Records for the exercise section start
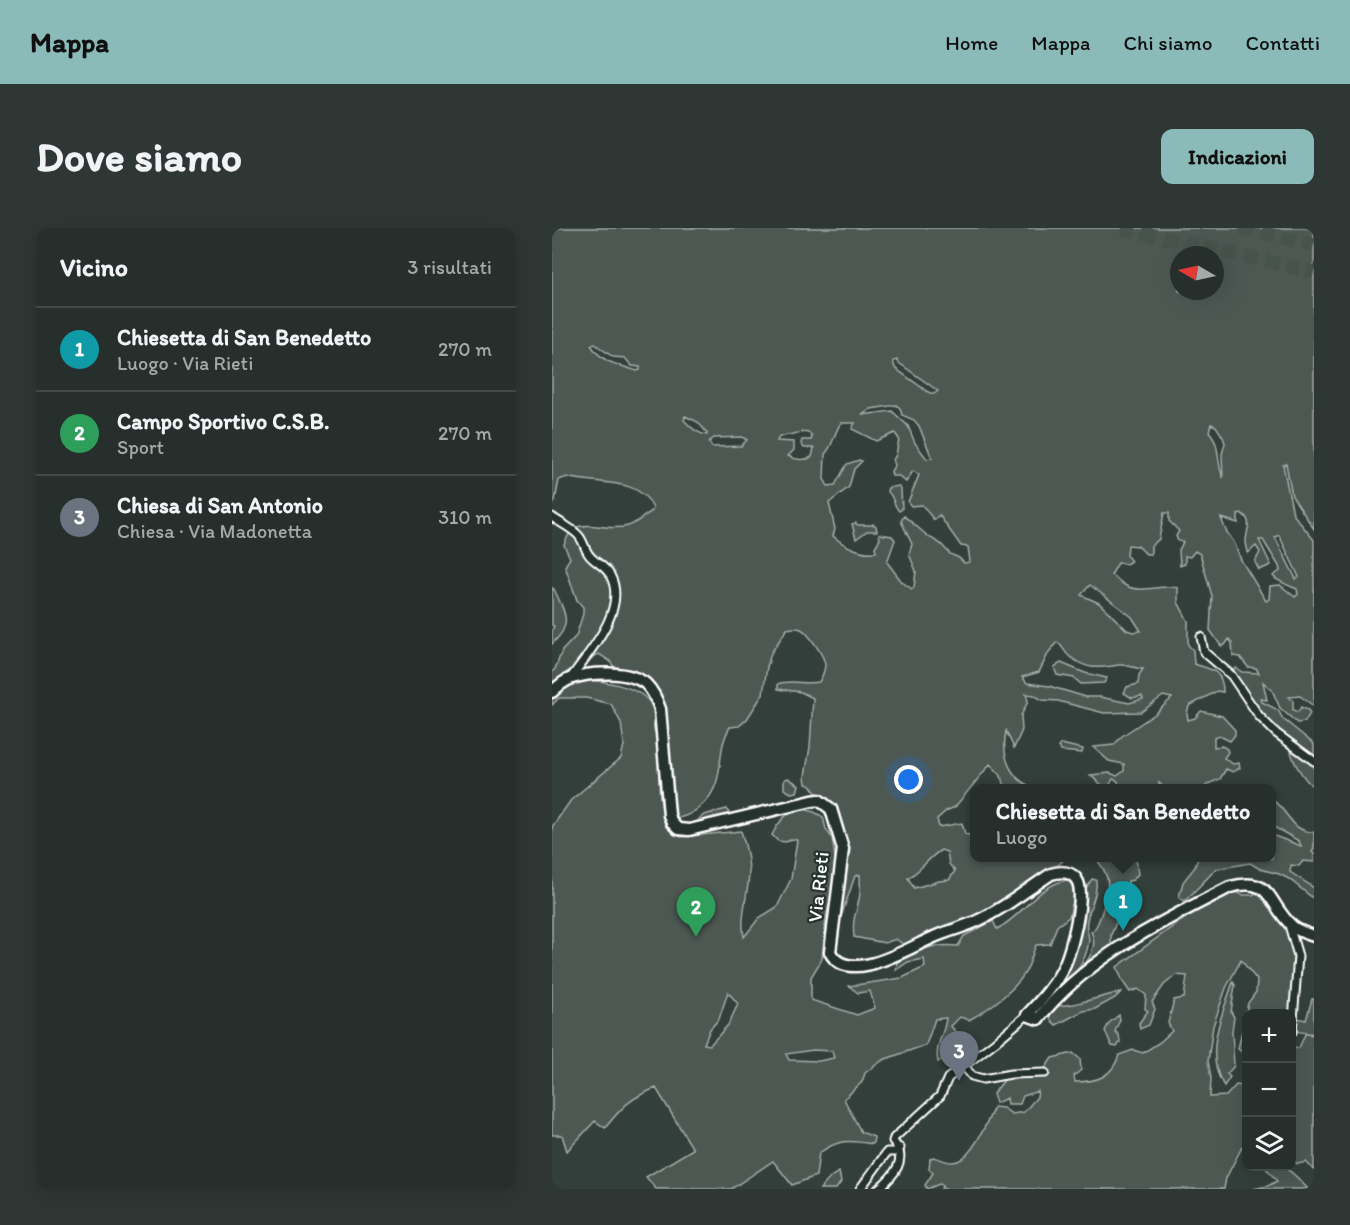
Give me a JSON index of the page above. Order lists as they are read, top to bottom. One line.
{"streets":{"street":["Via Rieti"]},"north":"left","page":{"header":"Mappa","nav":["Home","Mappa","Chi siamo","Contatti"],"buttons":"Indicazioni","title":"Dove siamo","heading":["Vicino","3 risultati"],"list":[{"mark":"1","name":"Chiesetta di San Benedetto","note":"Luogo · Via Rieti","value":"270 m"},{"mark":"2","name":"Campo Sportivo C.S.B.","note":"Sport","value":"270 m"},{"mark":"3","name":"Chiesa di San Antonio","note":"Chiesa · Via Madonetta","value":"310 m"}],"popup":["Chiesetta di San Benedetto","Luogo"],"pins":["1","2","3"],"map_buttons":["+","−"]}}
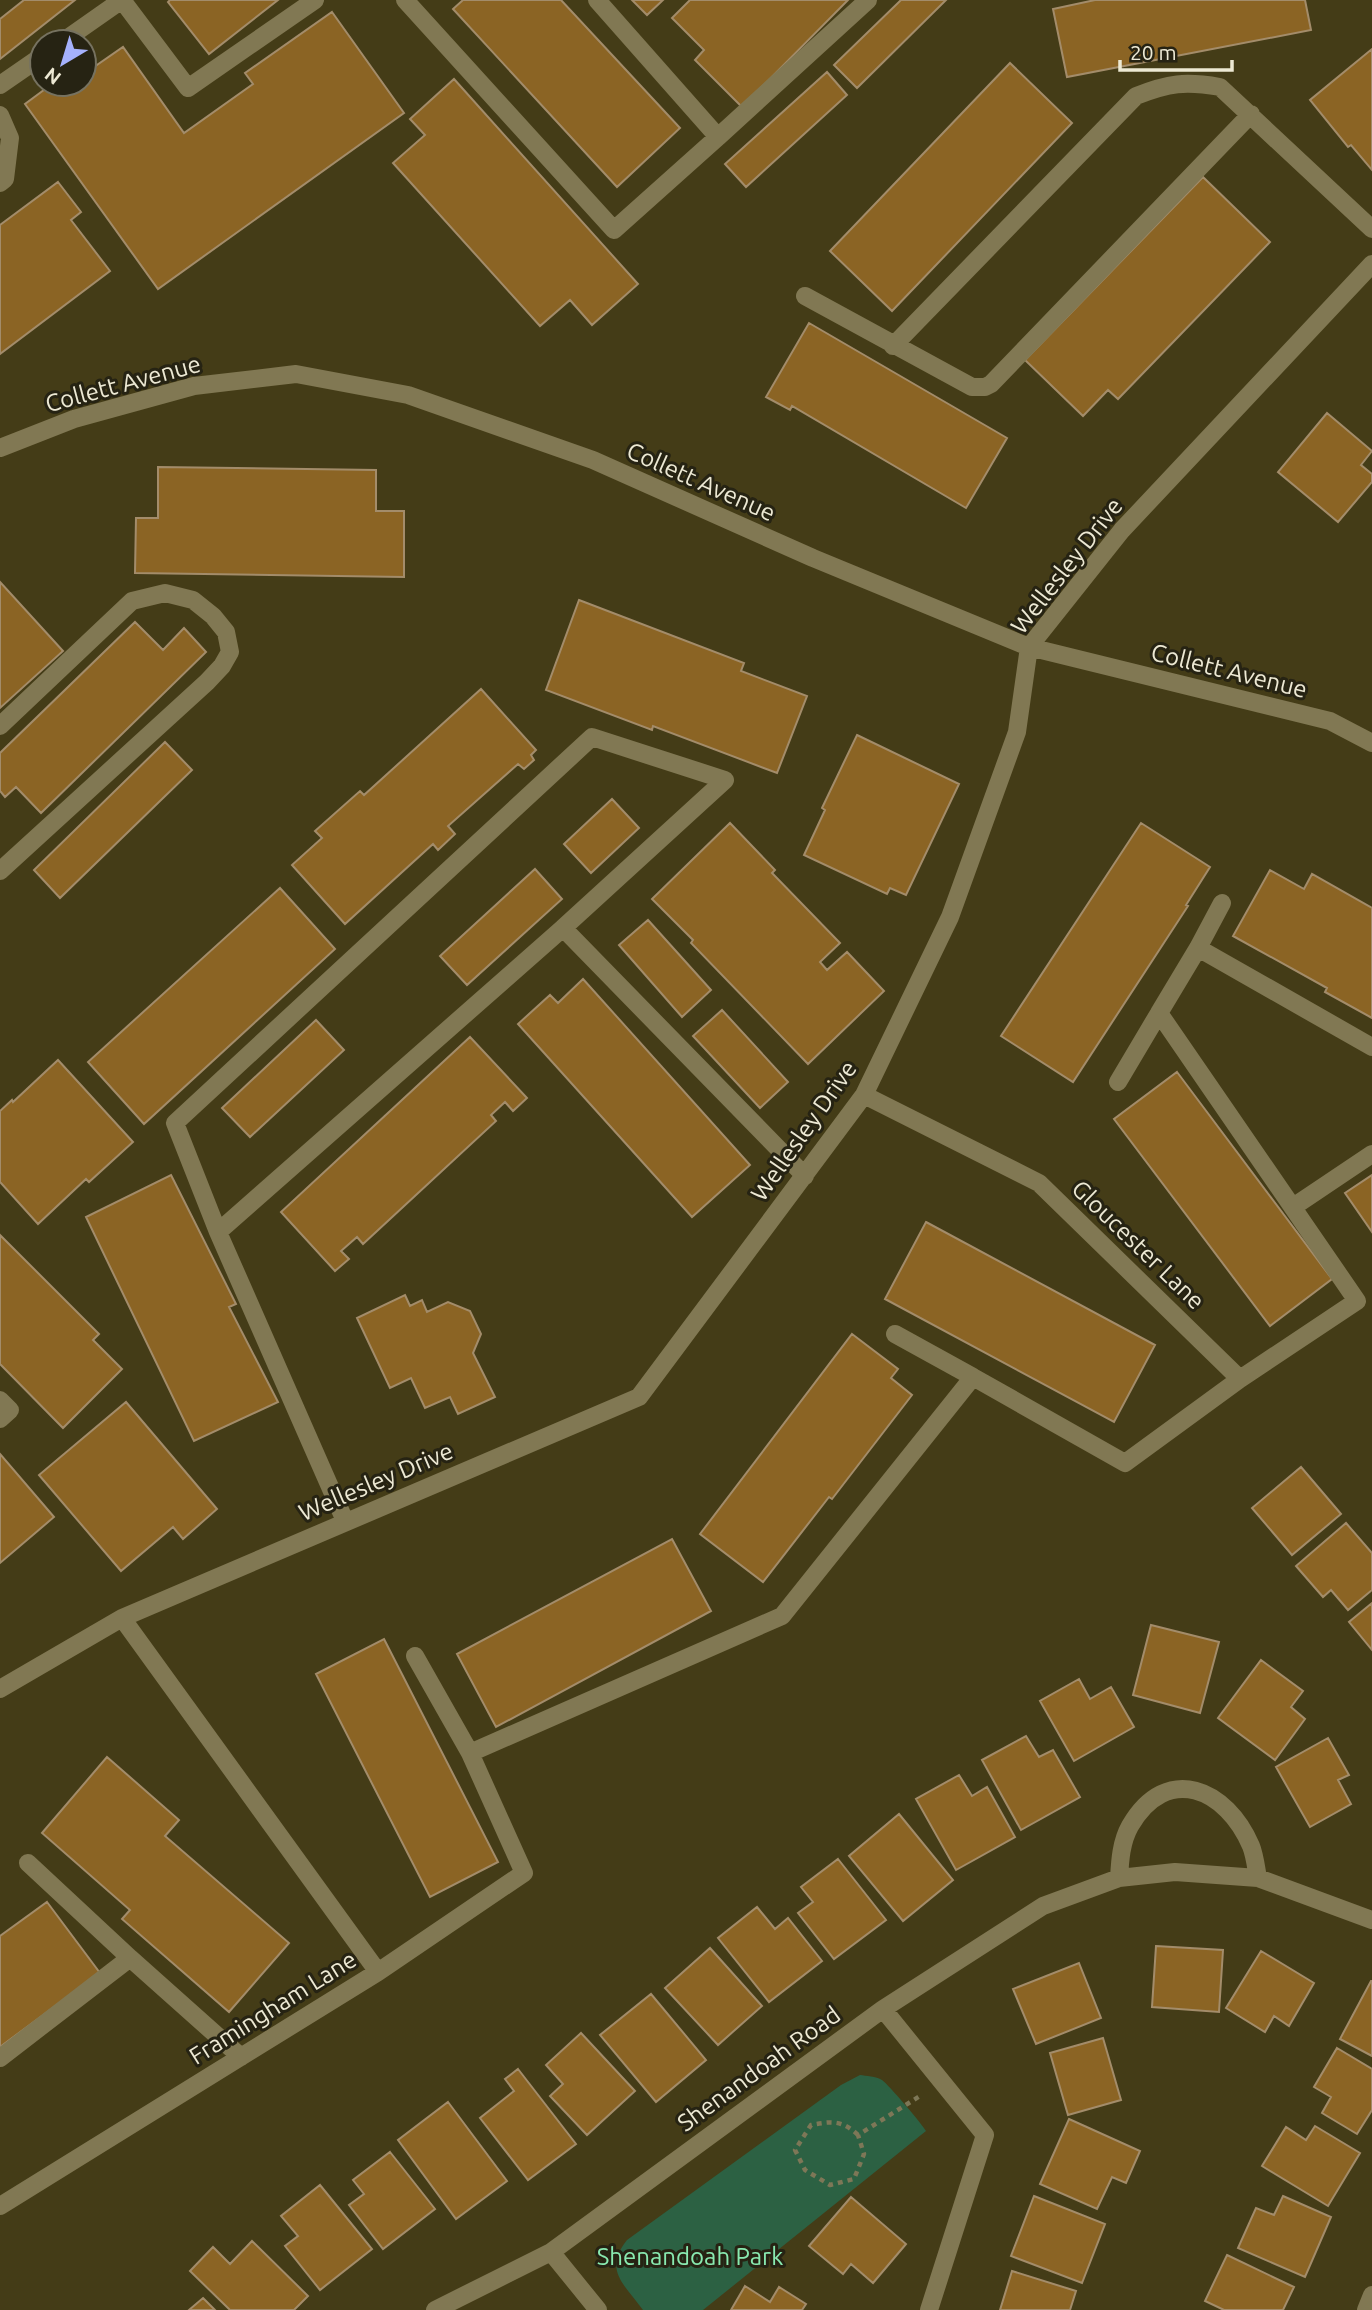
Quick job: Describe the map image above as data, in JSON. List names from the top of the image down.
{
  "streets": {
    "street": [
      "Collett Avenue",
      "Wellesley Drive",
      "Gloucester Lane",
      "Framingham Lane",
      "Shenandoah Road"
    ]
  },
  "crossings": [
    ["Collett Avenue", "Wellesley Drive"],
    ["Wellesley Drive", "Gloucester Lane"],
    ["Wellesley Drive", "Framingham Lane"]
  ],
  "parks": ["Shenandoah Park"],
  "scale_bar": "20 m",
  "north": "bottom left"
}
Records for the exercise section end
(Problem statement)
Output every line of the records exactly, excluding all pictures.

(Result of the task)
Give me a JSON index of the page above. Order lists as they are read, top to bottom. One line.
{"streets":{"street":["Via Rieti"]},"north":"left","page":{"header":"Mappa","nav":["Home","Mappa","Chi siamo","Contatti"],"buttons":"Indicazioni","title":"Dove siamo","heading":["Vicino","3 risultati"],"list":[{"mark":"1","name":"Chiesetta di San Benedetto","note":"Luogo · Via Rieti","value":"270 m"},{"mark":"2","name":"Campo Sportivo C.S.B.","note":"Sport","value":"270 m"},{"mark":"3","name":"Chiesa di San Antonio","note":"Chiesa · Via Madonetta","value":"310 m"}],"popup":["Chiesetta di San Benedetto","Luogo"],"pins":["1","2","3"],"map_buttons":["+","−"]}}
Quick job: Describe the map image above as data, in JSON. List names from the top of the image down.
{
  "streets": {
    "street": [
      "Collett Avenue",
      "Wellesley Drive",
      "Gloucester Lane",
      "Framingham Lane",
      "Shenandoah Road"
    ]
  },
  "crossings": [
    ["Collett Avenue", "Wellesley Drive"],
    ["Wellesley Drive", "Gloucester Lane"],
    ["Wellesley Drive", "Framingham Lane"]
  ],
  "parks": ["Shenandoah Park"],
  "scale_bar": "20 m",
  "north": "bottom left"
}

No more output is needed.